Many former Gush Katif residents and their ideological supporters feel themselves pulled back toward Gaza by trauma from a home that was lost — one that is connected to a historical right-wing Zionist mandate to control the entire land of Israel. For years after the disengagement, many of the evacuated settlers lived in temporary housing. Some communities have reconstituted themselves elsewhere. The former Gush Katif settlers generally refer to the withdrawal as an “expulsion.”
At the Gush Katif Heritage Center in Nitzan B, a southern Israeli town established to house evacuated settlers, there is a constant mourning over what was lost and an unfading desire for a return to Gush Katif.
“Here is a memorial — not a museum for something that was and is finished, but a memorial for what continues to live in our hearts” said Shimon Samson, a 71-year old guide at the center who lived in the small Gush Katif settlement of Gadid beginning in 1980, a decade after the Gaza settlements were founded.
Samson pointed to a historical Jewish presence in the ancient city of Gaza that dates back centuries, as exemplified by a replica mosaic of King David, on display by the center’s entrance, based on an original discovered in a fifth-century Gazan synagogue in 1965, shortly before Gaza was conquered by Israel from Egypt in the 1967 Six Day War.
According to Samson, approximately 40 of the Israelis killed in the Oct. 7 attack were family members of the first generation of Gush Katif settlers, who left their farms in the Gaza border region to receive government-sponsored land inside Gaza.
“At first there were no problems,” recalled Samson nostalgically of the initial period of Israeli settlement in Gaza. He recalled local rabbis permitting eating fresh fish on the beachfront in Gaza City and even dining at a halal falafel stand.
The situation deteriorated with the advent of the first intifada in 1987. As part of the 1993 Oslo Accords between Israel and the Palestine Liberation Organization, the Palestinian Authority was given control over much of Gaza including the cities and refugee camps now seeing fierce battles. Violence escalated again during the second intifada two decades ago.
All told, the memorial center lists 42 civilians — not including soldiers — who were killed in terror attacks across Gush Katif’s history. Samson said another 40 community members died prematurely after the “expulsion” in 2005 from “depression, heart attack and other ailments caused by losing millions of dollars and their homes,” including two suicides. Israeli researchers found that former Gush Katif residents were at an increased risk of diabetes and hypertension.

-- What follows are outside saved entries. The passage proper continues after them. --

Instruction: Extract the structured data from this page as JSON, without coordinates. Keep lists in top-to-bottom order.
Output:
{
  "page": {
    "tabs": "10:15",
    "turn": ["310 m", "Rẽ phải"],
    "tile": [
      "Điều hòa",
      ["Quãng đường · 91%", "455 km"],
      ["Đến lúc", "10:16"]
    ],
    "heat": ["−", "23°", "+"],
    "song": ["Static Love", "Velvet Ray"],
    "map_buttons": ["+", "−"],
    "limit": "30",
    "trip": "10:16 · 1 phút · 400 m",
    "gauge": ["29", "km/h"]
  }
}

A Haaretz report from 2005 found that 85 members of Israel’s security forces were killed in Gaza since the start of the second intifada in 2000, while 2,600 Palestinians were killed in total in the territory between 1967 and 2005. Many more Palestinians have been killed in the repeated rounds of fighting between Israel and Hamas, which took control of Gaza in 2007 after a brief civil war with a rival Palestinian faction.
Nadin Cohen, a 70-year old immigrant from France who was evacuated from Gush Katif, now has a home in Nitzan B lined with photos of seaside vistas from her old home. Samson and Cohen both say they are too old to consider uprooting themselves again, but they both consider their grandchildren among the “many youths who are interested in settling Gush Katif once again,” Cohen said.
While such a return may seem unrealistic, evacuated settlers still have faith that it can happen. Limor Son Har-Melech, a far-right lawmaker who was evacuated from a northern West Bank settlement as part of the 2005 withdrawal, quoted the Bible while expressing her belief that the residents of Gush Katif will yet return.
“We are a nation of God. This is the land that the creator of the world gave us,” she said in a video she posted to social media last week. “We just need to believe in this. If we just believe in this, God willing, we will win.”